PROBLEM STATEMENT>
Take the material below and restate it word for word, stopping after the line in which "height:16px; margin:-8px; padding:0" occurs.

>>

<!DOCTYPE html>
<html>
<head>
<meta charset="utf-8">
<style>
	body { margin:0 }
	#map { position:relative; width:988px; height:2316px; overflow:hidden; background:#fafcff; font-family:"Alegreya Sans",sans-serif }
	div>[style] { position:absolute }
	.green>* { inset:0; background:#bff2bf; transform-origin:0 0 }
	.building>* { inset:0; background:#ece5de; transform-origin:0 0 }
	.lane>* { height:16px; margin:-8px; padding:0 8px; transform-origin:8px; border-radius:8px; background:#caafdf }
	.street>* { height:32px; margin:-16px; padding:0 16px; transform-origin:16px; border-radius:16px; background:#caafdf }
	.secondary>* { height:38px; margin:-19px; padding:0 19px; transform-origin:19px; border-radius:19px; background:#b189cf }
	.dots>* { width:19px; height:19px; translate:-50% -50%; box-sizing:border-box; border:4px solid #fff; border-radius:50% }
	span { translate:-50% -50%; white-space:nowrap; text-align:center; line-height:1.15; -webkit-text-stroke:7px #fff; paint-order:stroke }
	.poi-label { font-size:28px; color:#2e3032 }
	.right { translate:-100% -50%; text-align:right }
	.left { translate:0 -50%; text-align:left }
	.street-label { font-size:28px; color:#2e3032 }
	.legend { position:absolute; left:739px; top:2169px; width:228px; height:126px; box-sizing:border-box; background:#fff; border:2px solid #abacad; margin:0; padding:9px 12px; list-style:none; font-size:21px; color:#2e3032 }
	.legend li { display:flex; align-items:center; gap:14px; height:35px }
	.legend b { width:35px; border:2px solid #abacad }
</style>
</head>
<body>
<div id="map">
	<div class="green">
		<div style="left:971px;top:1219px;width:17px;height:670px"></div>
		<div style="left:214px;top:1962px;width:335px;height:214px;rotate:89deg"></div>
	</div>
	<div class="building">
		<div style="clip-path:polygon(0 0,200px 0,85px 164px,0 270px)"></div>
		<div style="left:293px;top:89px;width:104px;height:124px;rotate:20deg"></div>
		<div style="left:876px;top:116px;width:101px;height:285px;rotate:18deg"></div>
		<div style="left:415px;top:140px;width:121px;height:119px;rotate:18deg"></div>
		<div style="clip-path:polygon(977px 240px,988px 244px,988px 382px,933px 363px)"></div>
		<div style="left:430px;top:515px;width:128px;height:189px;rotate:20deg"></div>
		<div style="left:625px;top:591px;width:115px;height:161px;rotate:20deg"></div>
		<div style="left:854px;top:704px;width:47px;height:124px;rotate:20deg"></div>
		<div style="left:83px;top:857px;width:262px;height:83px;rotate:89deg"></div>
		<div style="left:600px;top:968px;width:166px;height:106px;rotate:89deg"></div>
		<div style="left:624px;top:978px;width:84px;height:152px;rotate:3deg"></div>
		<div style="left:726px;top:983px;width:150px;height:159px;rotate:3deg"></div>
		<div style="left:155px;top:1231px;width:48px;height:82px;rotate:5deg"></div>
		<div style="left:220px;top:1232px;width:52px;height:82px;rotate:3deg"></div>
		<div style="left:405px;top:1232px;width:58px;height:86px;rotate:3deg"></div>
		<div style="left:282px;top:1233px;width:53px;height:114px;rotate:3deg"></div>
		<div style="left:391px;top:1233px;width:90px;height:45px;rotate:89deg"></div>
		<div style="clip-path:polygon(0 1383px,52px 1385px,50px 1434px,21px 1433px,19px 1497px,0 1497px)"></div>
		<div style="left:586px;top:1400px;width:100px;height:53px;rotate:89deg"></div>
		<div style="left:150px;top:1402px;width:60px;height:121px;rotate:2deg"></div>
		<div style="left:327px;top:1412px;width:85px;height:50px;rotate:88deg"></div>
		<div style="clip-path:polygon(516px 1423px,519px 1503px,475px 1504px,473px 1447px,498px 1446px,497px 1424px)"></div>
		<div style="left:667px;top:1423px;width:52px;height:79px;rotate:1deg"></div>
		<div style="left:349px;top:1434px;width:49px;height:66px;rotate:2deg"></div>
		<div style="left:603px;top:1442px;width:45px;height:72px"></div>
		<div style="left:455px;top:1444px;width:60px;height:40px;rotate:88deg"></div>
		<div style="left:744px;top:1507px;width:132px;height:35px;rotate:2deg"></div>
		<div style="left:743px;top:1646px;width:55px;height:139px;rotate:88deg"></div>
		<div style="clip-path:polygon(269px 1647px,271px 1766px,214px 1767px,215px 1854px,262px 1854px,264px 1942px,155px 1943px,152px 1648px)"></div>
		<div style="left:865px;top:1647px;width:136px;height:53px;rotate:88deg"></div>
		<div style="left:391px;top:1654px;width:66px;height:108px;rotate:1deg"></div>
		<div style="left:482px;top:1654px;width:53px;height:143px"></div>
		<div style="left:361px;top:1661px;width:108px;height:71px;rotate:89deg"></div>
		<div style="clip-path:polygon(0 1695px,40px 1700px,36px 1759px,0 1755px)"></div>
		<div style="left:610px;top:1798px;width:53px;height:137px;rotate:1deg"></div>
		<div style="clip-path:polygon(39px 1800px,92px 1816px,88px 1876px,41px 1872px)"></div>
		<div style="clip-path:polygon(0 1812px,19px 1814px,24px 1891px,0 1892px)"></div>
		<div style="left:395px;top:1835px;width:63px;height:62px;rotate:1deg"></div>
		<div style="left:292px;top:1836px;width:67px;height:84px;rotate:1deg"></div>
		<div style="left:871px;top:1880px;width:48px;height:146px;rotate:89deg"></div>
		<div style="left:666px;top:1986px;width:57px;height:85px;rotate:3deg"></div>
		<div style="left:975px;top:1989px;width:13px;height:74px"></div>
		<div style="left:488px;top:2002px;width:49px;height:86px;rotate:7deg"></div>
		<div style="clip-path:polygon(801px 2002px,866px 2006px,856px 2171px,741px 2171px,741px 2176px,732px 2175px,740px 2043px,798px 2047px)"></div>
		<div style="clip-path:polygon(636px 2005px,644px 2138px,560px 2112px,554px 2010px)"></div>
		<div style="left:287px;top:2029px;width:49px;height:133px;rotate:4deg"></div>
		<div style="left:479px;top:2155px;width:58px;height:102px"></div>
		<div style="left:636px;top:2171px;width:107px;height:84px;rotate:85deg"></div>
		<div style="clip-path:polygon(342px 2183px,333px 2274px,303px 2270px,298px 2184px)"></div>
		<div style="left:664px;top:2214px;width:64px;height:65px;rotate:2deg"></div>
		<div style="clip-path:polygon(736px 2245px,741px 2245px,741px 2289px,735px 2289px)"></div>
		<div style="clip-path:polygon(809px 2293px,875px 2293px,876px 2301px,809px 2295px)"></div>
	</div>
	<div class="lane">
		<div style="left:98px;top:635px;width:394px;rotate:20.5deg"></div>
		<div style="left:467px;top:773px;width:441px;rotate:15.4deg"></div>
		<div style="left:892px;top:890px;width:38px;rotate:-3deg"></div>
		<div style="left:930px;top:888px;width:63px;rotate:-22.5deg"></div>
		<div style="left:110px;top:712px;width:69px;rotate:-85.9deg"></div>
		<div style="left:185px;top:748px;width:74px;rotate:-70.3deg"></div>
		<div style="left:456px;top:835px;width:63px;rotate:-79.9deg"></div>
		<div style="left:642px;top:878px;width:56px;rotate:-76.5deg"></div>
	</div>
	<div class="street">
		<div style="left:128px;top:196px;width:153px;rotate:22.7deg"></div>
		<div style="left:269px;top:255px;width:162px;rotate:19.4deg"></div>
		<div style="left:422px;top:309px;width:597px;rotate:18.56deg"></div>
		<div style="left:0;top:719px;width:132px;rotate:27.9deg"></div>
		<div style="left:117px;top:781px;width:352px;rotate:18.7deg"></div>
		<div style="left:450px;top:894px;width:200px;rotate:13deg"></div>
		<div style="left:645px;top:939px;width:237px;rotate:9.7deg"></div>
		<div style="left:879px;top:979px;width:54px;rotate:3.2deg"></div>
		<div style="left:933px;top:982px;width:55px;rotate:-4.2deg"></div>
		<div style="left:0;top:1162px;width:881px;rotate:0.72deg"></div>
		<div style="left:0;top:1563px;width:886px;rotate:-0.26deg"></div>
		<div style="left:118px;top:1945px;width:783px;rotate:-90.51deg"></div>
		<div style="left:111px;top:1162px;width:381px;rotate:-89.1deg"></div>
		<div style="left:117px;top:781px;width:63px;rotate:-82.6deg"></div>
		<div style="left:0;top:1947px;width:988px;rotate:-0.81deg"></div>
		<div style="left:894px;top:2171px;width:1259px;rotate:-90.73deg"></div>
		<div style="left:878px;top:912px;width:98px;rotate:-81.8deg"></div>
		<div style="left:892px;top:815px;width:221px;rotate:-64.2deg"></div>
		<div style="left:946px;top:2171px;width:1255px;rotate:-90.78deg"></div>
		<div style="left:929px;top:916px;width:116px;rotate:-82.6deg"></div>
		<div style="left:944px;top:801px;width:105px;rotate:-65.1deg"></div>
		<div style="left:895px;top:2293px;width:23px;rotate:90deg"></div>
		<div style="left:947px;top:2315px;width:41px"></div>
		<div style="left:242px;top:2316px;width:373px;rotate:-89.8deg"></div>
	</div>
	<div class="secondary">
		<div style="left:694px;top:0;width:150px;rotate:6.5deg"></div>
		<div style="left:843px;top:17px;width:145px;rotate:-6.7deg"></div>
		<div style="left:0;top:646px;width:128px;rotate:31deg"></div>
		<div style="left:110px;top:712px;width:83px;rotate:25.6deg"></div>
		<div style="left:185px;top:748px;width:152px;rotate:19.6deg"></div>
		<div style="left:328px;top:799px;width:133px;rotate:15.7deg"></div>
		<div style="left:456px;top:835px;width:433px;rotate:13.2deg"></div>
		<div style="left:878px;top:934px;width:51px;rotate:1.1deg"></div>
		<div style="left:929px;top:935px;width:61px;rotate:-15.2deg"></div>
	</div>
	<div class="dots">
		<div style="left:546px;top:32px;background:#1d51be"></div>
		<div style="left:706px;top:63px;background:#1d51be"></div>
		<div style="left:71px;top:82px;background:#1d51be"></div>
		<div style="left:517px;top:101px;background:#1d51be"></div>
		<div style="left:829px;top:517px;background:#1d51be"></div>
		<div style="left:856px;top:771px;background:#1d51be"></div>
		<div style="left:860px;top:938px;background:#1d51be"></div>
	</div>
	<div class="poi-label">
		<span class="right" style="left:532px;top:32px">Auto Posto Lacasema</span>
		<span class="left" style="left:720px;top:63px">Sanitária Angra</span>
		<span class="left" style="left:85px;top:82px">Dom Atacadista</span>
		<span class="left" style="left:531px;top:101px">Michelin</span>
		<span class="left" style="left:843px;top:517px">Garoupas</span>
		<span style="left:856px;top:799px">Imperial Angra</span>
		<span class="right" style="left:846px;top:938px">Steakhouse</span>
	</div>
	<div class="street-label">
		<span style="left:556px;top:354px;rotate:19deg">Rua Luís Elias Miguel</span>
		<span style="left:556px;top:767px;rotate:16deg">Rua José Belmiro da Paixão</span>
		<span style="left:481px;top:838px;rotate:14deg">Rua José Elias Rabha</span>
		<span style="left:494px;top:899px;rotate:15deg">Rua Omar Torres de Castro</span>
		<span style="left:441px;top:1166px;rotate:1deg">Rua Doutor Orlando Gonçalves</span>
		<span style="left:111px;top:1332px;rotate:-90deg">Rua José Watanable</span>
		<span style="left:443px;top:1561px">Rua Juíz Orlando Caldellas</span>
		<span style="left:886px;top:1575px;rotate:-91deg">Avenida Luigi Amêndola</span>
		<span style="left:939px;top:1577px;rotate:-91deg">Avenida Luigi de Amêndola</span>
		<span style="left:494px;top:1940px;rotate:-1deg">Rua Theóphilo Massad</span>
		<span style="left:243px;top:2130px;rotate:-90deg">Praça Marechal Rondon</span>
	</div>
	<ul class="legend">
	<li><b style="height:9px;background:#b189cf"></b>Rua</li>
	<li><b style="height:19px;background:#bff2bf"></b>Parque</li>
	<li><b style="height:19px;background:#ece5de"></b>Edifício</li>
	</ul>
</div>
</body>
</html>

<<

RESULT FOR THIS EXERCISE>
<!DOCTYPE html>
<html>
<head>
<meta charset="utf-8">
<style>
	body { margin:0 }
	#map { position:relative; width:988px; height:2316px; overflow:hidden; background:#fafcff; font-family:"Alegreya Sans",sans-serif }
	div>[style] { position:absolute }
	.green>* { inset:0; background:#bff2bf; transform-origin:0 0 }
	.building>* { inset:0; background:#ece5de; transform-origin:0 0 }
	.lane>* { height:16px; margin:-8px; padding:0 8px; transform-origin:8px; border-radius:8px; background:#caafdf }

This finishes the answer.